Information in the Molecular Genetics and OMIM tables may differ from that elsewhere in the GeneReview: tables may contain more recent information. —ED.
| Gene Symbol | Chromosomal Locus | Protein Name | Locus Specific |
|---|---|---|---|
| GRN | 17q21.3 | Granulins | Alzheimer Disease & Frontotemporal Dementia Mutation Database |
| 138945 | GRANULIN PRECURSOR; GRN |
| 607485 | FRONTOTEMPORAL LOBAR DEGENERATION WITH UBIQUITIN-POSITIVE INCLUSIONS; FTLDU |
To date, evidence suggests that all GRN mutations exert their pathogenic effect through reduced progranulin protein levels by (1) loss of transcript (nonsense or frameshift mutations), (2) reduced transcription (promoter mutations), (3) loss of translation (mutation of initiating methionine), or (4) loss of protein function (missense mutations) [Baker et al 2006; Cruts, Gijselinck et al 2006; Gass et al 2006; van der Zee et al 2007].

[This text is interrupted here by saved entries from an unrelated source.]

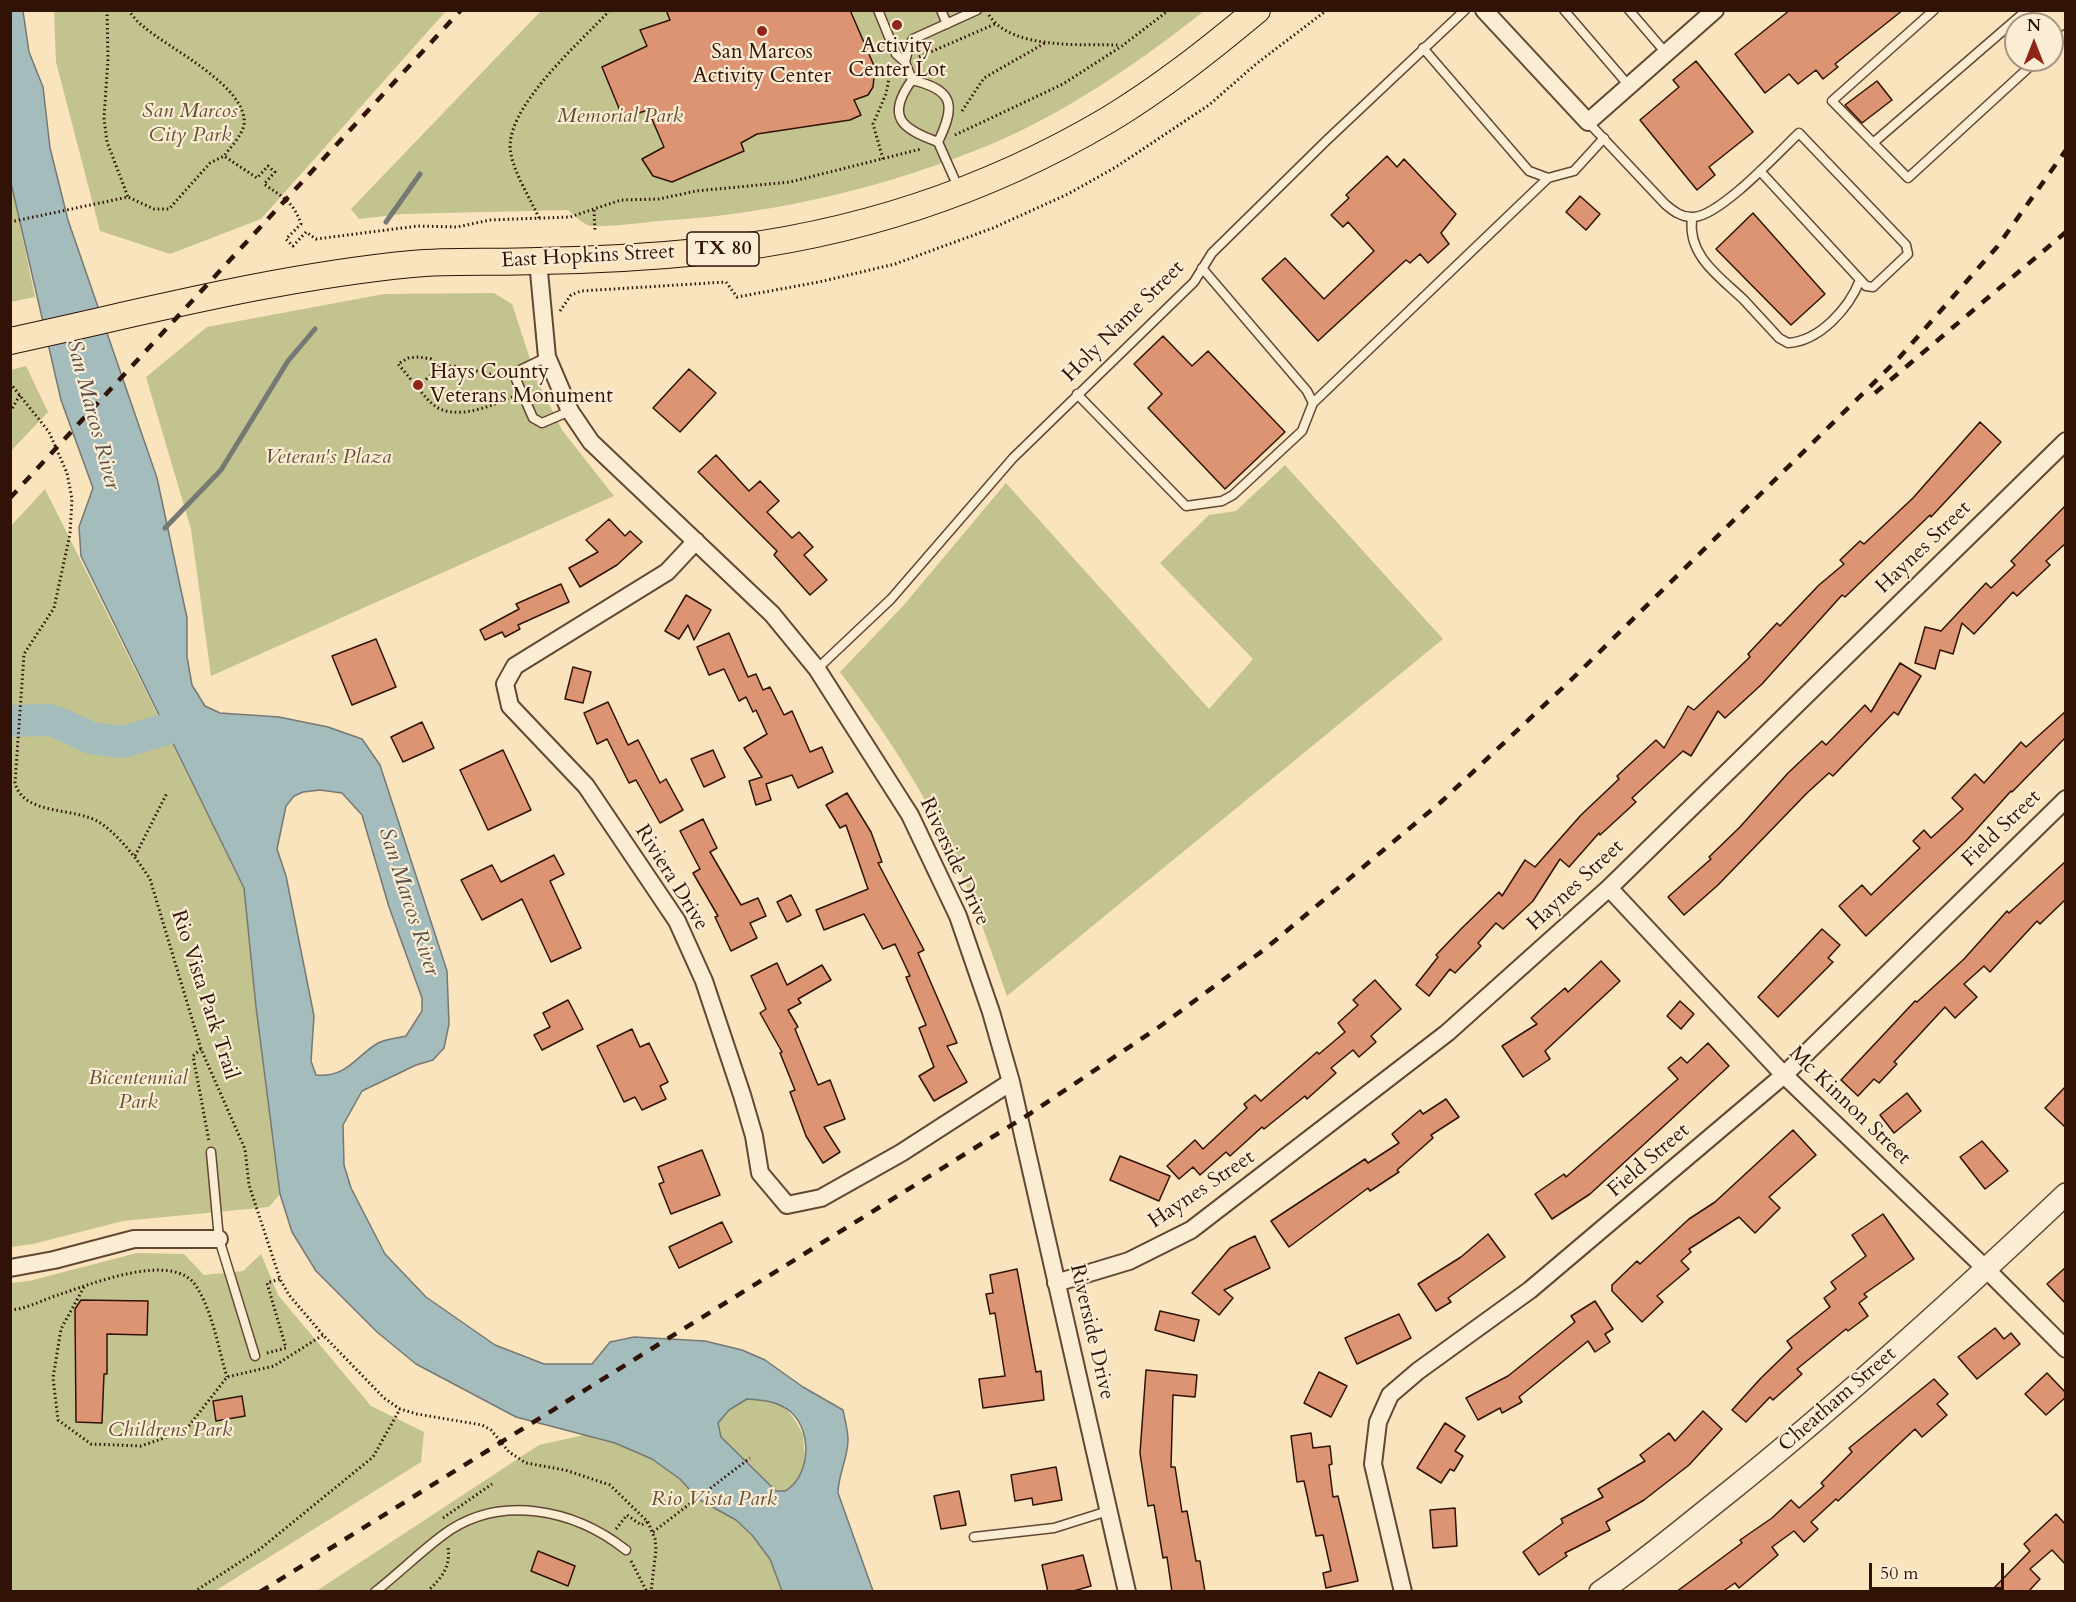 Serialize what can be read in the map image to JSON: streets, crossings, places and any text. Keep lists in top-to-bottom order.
{
  "streets": {
    "main road": ["TX 80", "East Hopkins Street"],
    "street": [
      "Haynes Street",
      "Field Street",
      "Riverside Drive",
      "Riviera Drive",
      "Mc Kinnon Street",
      "Cheatham Street"
    ],
    "lane": ["Holy Name Street"],
    "path": ["Rio Vista Park Trail"]
  },
  "crossings": [
    ["East Hopkins Street", "Riverside Drive"],
    ["Holy Name Street", "Riverside Drive"],
    ["Haynes Street", "Riverside Drive"],
    ["Haynes Street", "Mc Kinnon Street"],
    ["Field Street", "Mc Kinnon Street"],
    ["Riverside Drive", "Riviera Drive"],
    ["Mc Kinnon Street", "Cheatham Street"]
  ],
  "water": ["San Marcos River"],
  "parks": [
    "San Marcos City Park",
    "Memorial Park",
    "Veteran's Plaza",
    "Bicentennial Park",
    "Childrens Park",
    "Rio Vista Park"
  ],
  "places": ["Activity Center Lot", "San Marcos Activity Center", "Hays County Veterans Monument"],
  "scale_bar": "50 m",
  "north": "top"
}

Normal allelic variants: A number of normal variants as well as other variants of unknown significance in GRN have been identified.
Pathologic allelic variants: Over 80 genetic variations in GRN have been identified, of which 44 have been shown to be pathogenic (Table 3) (pdf) [Baker et al 2006; Benussi et al 2006; Boeve et al 2006; Cruts, Kumar-Singh et al 2006; Gass et al 2006; Huey et al 2006; Masellis et al 2006; Mukherjee et al 2006; Pickering-Brown et al 2006; Bronner et al 2007; Le Ber et al 2007; Leverenz et al 2007; Mesulam et al 2007; Spina et al 2007; van der Zee et al 2007].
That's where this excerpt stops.